By Vishwadha Chander and Chris Thomas
BENGALURU (Reuters) -Indian digital payments leader Paytm, which counts Ant Group and Softbank among its backers, is seeking regulatory approval to raise up to 166 billion rupees ($2.23 billion) in one of the biggest stock market listings in the country.
The offering, which values the company at up to $25 billion according to sources, comes at a time of a pandemic-fuelled boom in India’s digital economy and an intensifying battle for market share with Alphabet Inc’s Google Pay and Facebook Inc-owned WhatsApp Pay.
The company, formally known as One97 Communications Ltd, will sell new shares worth 83 billion rupees while existing investors will sell another 83 billion rupees in stock in the offering, the homegrown fintech startup said in a regulatory filing on Friday.
“Companies within the digital space have good growth potential because of the increase in the number of internet users and wide access among the youth,” said Ajit Mishra, vice president of research at Religare Broking in Noida.
The offering from Paytm, whose backers also include Berkshire Hathaway Inc, is expected to kick off a wave of IPOs by local fintech firms that are looking to tap capital markets for expansion plans.
Founded by entrepreneur Vijay Shekhar Sharma, 43, the company was thrust into the spotlight in 2016 during India’s shock ban on high-value currency bank notes, which led to a surge in digital payments.
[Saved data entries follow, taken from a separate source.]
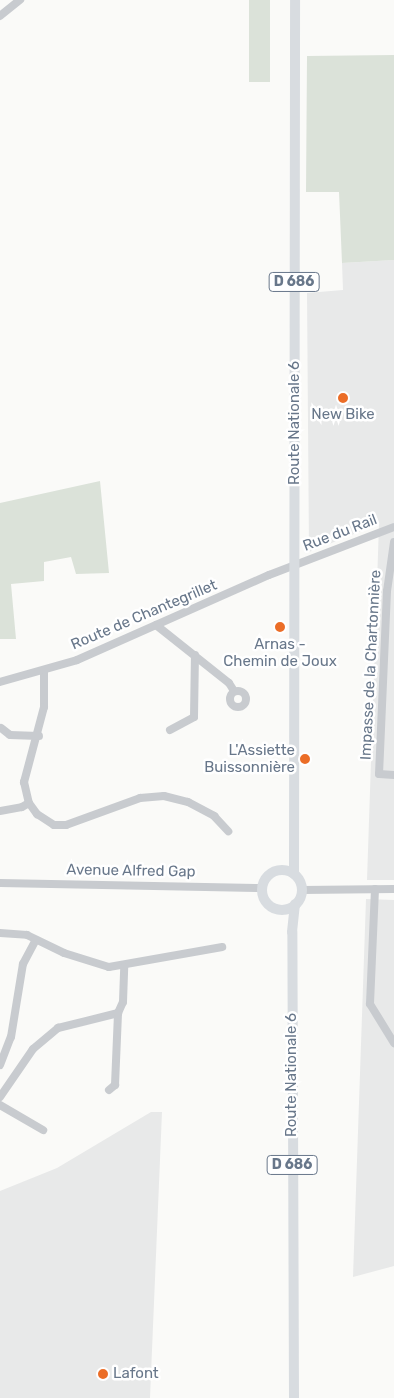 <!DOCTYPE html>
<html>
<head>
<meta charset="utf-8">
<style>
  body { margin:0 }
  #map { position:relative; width:394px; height:1398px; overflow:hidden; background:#fafaf8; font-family:Rubik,sans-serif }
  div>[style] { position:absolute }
  .built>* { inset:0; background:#e8e9e9 }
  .green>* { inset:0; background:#dbe2d9; transform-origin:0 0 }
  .minor>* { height:8px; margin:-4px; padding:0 4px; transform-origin:4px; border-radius:4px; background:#c8cbcf }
  .minor>.ring { margin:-4px; padding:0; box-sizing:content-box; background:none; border:8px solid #c8cbcf; border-radius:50% }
  .major>* { height:10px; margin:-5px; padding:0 5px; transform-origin:5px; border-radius:5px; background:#d8dce0 }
  .major>.ring { margin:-5px; padding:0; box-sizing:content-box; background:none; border:10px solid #d8dce0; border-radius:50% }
  .dots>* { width:14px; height:14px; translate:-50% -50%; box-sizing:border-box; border:2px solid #fff; border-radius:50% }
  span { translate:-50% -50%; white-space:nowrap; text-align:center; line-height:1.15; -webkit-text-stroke:5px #fff; paint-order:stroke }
  .shield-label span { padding:1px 4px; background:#fff; border:1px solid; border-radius:4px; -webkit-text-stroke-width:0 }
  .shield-label { font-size:14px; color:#68778a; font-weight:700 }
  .poi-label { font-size:15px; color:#68778a }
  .right { translate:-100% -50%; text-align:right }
  .left { translate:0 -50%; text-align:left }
  .street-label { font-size:15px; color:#68778a }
</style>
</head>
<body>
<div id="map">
  <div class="built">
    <i style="clip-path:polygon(394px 260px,394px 880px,367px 880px,379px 524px,309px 552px,307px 293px,343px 290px,342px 263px)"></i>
    <i style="clip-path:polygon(366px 899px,394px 900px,394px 1266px,353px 1277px)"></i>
    <i style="clip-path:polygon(151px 1112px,162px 1112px,150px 1398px,0 1398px,0 1191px,57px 1168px)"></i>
  </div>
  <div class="green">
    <i style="left:249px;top:0;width:21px;height:82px"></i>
    <i style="clip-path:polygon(394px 55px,394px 260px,342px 263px,339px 192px,306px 192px,307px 56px)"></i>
    <i style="clip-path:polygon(100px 481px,109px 573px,76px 574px,71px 557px,44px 562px,44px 581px,11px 584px,16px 639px,0 639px,0 503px)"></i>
  </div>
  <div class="minor">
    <i style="left:0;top:16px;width:26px;rotate:-39deg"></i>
    <i style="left:394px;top:542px;width:49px;rotate:98.1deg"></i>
    <i style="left:387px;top:591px;width:183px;rotate:92.5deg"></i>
    <i style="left:379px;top:774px;width:15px;rotate:4deg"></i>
    <i style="left:156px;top:625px;width:93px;rotate:38.5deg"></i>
    <i style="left:229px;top:683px;width:9px;rotate:58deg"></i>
    <i style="left:44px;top:670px;width:37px;rotate:90deg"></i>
    <i style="left:44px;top:707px;width:78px;rotate:104.9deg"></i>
    <i style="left:24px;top:782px;width:22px;rotate:77deg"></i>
    <i style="left:29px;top:803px;width:14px;rotate:54deg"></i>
    <i style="left:37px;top:814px;width:20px;rotate:33deg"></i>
    <i style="left:54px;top:825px;width:12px"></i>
    <i style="left:66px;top:825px;width:79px;rotate:-20deg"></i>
    <i style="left:140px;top:798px;width:24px;rotate:-5deg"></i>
    <i style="left:164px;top:796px;width:25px;rotate:14deg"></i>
    <i style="left:188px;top:802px;width:30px;rotate:28deg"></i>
    <i style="left:214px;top:816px;width:21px;rotate:47deg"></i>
    <i style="left:0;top:682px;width:80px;rotate:-15.9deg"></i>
    <i style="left:77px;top:660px;width:210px;rotate:-23.9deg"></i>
    <i style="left:269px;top:575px;width:134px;rotate:-21deg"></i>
    <i class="ring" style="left:230px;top:691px;width:8px;height:8px"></i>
    <i style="left:1px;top:728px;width:11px;rotate:38deg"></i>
    <i style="left:10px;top:735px;width:29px;rotate:2deg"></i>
    <i style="left:170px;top:730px;width:27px;rotate:-28deg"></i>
    <i style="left:194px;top:717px;width:62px;rotate:-89.1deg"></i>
    <i style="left:0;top:811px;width:22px;rotate:-10deg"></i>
    <i style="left:22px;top:807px;width:8px;rotate:-30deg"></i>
    <i style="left:0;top:883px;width:262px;rotate:1.1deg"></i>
    <i style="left:375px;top:889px;width:115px;rotate:92.5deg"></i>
    <i style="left:370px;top:1004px;width:46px;rotate:58.4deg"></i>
    <i style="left:302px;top:890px;width:92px;rotate:-0.6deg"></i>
    <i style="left:0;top:933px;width:27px;rotate:4deg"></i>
    <i style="left:27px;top:935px;width:41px;rotate:25.9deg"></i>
    <i style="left:64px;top:953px;width:47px;rotate:17.3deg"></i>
    <i style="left:109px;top:967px;width:115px;rotate:-10deg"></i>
    <i style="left:0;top:1065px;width:30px;rotate:-69deg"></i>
    <i style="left:11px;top:1037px;width:74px;rotate:-80.7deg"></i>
    <i style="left:23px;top:964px;width:27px;rotate:-62deg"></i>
    <i style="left:109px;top:1090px;width:8px;rotate:-40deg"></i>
    <i style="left:115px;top:1085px;width:72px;rotate:-87.6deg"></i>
    <i style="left:0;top:1097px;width:58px;rotate:-55.5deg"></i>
    <i style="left:33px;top:1049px;width:33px;rotate:-40deg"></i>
    <i style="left:58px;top:1028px;width:62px;rotate:-14deg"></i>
    <i style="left:118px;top:1013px;width:12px;rotate:-66deg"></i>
    <i style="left:123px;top:1002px;width:35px;rotate:-88deg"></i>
    <i style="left:0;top:1105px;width:50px;rotate:30.2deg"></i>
  </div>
  <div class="major">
    <i class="ring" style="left:262px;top:870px;width:30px;height:30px"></i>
    <i style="left:294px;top:874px;width:874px;rotate:-89.93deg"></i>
    <i style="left:294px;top:1398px;width:466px;rotate:-90.2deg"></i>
    <i style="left:292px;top:932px;width:28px;rotate:-84deg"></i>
  </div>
  <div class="dots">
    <i style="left:343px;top:398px;background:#eb6d27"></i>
    <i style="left:280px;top:627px;background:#eb6d27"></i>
    <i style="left:305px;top:759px;background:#eb6d27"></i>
    <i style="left:103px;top:1374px;background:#eb6d27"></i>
  </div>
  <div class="shield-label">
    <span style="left:294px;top:282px">D 686</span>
    <span style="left:292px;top:1165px">D 686</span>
  </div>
  <div class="poi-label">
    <span style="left:343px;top:415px">New Bike</span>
    <span style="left:280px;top:653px">Arnas -<br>Chemin de Joux</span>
    <span class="right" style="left:295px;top:759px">L'Assiette<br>Buissonnière</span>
    <span class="left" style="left:113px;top:1374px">Lafont</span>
  </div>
  <div class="street-label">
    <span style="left:295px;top:423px;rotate:-90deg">Route Nationale 6</span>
    <span style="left:340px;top:533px;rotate:-21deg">Rue du Rail</span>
    <span style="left:144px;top:615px;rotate:-23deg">Route de Chantegrillet</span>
    <span style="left:371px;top:665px;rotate:-87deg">Impasse de la Chartonnière</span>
    <span style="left:131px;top:871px;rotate:1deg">Avenue Alfred Gap</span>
    <span style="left:292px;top:1075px;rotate:-90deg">Route Nationale 6</span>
  </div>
</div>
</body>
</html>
It helped Paytm expand its services to insurance and gold sales, movie and flight ticketing, and bank deposits and remittances.
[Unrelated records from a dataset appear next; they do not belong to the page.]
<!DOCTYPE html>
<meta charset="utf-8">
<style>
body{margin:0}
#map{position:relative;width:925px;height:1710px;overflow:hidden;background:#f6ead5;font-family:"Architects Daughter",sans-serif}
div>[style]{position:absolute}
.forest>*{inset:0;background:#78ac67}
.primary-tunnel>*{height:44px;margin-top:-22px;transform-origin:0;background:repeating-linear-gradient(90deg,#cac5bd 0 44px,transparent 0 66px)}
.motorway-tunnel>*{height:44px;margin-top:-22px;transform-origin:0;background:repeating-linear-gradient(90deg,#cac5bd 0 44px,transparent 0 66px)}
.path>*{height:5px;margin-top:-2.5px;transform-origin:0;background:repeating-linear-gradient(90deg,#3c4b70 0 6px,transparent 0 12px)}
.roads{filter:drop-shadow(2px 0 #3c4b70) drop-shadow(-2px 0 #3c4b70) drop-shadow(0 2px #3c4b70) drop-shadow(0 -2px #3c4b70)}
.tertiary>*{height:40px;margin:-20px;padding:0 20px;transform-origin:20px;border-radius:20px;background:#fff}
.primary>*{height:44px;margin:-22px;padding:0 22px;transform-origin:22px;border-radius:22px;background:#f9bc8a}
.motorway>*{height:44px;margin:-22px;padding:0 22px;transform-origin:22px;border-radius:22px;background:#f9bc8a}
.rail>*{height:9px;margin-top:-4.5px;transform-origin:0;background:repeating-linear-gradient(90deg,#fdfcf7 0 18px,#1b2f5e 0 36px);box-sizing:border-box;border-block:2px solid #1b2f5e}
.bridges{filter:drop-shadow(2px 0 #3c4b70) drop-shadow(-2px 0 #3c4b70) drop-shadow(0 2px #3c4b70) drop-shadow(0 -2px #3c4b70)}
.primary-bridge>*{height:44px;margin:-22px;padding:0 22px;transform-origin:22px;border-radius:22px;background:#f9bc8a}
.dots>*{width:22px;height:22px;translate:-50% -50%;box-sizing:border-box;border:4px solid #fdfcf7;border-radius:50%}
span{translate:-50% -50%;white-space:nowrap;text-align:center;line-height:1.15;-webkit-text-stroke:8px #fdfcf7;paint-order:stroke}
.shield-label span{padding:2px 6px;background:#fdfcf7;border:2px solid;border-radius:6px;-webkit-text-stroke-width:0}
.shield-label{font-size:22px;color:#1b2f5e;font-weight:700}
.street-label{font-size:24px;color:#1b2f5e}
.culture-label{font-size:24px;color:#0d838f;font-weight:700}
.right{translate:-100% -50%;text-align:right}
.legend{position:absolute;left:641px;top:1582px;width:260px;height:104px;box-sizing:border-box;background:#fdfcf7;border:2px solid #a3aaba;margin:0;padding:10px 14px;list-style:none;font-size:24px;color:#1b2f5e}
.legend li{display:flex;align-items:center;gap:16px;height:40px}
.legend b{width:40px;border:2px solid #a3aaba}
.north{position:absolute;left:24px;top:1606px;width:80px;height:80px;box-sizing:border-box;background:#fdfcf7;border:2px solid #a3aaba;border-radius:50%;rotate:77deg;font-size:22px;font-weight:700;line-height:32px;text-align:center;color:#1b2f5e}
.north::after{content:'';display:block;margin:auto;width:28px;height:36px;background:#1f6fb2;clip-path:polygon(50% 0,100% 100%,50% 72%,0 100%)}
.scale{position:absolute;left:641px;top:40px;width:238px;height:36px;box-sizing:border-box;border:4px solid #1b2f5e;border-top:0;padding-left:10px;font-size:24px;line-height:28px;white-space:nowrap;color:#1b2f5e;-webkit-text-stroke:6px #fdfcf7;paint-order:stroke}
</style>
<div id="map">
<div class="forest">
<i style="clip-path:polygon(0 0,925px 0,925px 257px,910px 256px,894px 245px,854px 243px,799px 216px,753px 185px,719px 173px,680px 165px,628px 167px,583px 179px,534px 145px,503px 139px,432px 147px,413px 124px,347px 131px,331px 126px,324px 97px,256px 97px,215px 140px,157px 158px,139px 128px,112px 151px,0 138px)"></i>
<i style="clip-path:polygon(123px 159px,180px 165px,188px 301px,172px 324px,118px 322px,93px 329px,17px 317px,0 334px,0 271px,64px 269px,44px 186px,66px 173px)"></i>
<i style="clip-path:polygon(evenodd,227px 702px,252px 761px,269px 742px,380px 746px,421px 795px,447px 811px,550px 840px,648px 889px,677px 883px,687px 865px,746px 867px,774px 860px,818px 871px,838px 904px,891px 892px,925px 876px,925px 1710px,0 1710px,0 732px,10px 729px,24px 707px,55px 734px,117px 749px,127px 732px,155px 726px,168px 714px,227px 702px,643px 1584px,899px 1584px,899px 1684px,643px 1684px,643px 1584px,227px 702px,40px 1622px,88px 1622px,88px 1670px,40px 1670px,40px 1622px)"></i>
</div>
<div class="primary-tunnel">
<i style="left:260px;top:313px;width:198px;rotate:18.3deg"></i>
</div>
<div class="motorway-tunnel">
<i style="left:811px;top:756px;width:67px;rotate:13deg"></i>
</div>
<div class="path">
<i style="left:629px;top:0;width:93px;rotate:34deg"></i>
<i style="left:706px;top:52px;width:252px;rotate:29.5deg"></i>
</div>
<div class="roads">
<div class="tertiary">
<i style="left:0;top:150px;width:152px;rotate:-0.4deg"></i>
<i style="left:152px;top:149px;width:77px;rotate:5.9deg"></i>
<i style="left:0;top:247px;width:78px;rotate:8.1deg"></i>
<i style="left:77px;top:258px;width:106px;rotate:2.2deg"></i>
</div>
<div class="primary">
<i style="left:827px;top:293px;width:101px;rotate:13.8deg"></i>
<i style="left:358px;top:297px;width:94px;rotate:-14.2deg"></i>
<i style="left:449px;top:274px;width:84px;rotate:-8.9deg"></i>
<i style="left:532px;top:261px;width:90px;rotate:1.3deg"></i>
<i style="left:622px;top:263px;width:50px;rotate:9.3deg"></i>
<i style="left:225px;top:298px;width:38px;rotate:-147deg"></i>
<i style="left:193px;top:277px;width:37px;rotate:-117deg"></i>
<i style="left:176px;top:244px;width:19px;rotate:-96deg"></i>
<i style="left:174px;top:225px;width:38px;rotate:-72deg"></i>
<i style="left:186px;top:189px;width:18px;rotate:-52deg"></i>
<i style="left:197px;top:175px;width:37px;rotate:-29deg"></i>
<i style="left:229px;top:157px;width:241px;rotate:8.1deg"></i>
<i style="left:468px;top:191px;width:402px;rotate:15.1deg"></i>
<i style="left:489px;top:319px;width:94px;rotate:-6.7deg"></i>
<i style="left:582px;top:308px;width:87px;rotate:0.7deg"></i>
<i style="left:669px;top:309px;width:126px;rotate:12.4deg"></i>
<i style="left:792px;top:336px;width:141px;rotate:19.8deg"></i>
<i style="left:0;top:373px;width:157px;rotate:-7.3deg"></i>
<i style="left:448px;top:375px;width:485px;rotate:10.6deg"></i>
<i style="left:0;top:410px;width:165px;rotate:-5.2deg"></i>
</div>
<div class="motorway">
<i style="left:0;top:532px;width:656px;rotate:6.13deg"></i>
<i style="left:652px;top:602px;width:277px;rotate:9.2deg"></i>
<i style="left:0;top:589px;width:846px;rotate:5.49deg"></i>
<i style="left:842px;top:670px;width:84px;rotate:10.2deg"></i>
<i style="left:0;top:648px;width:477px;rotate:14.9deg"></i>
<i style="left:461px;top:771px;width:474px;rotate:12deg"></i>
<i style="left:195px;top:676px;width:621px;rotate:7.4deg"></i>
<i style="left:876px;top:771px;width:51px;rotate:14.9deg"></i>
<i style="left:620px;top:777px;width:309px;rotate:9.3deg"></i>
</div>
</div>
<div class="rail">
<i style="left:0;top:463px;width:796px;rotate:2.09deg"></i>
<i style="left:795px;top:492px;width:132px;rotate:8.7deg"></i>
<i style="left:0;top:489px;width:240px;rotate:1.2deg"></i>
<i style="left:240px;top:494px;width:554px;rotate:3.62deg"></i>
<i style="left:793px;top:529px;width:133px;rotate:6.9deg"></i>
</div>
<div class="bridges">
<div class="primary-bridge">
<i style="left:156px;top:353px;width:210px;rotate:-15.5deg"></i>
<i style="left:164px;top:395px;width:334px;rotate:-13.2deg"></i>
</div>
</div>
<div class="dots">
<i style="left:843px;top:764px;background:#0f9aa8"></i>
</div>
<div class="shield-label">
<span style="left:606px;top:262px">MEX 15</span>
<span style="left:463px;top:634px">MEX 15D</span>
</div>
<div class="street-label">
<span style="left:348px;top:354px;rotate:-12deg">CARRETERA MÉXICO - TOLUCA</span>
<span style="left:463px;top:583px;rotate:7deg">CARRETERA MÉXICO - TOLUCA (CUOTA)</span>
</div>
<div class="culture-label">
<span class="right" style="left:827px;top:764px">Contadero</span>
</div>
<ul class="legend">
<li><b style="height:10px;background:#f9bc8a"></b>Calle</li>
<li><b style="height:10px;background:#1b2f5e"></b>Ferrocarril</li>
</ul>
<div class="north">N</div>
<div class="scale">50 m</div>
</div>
Paytm has said https://bit.ly/3eo3p91 it will use the funds from the IPO to strengthen its payment network and for acquisitions.
Several Indian startups have flagged plans to go public as they cash to cash in on growing investor interest from foreign funds.
On Friday, a $1.3 billion stock offering by Indian food delivery startup Zomato, backed by Ant Group was oversubscribed by nearly eight times
Others in the pipeline include a blockbuster IPO by Walmart Inc-owned e-commerce giant Flipkart, beauty brand Nykaa and ride-hailing service Ola.
Consolidated net loss for One97 shrank to 16.96 billion rupees for the year ended March from 28.42 billion rupees a year earlier, according to the prospectus. Revenue fell 14.6% to 28.02 billion rupees.
One97 said it may consider a further issue of shares worth up to 20 billion Indian rupees ahead of the IPO.
JPMorgan Chase, Morgan Stanley, ICICI Securities, Goldman Sachs, Axis Capital, Citi and HDFC Bank are advising on the IPO.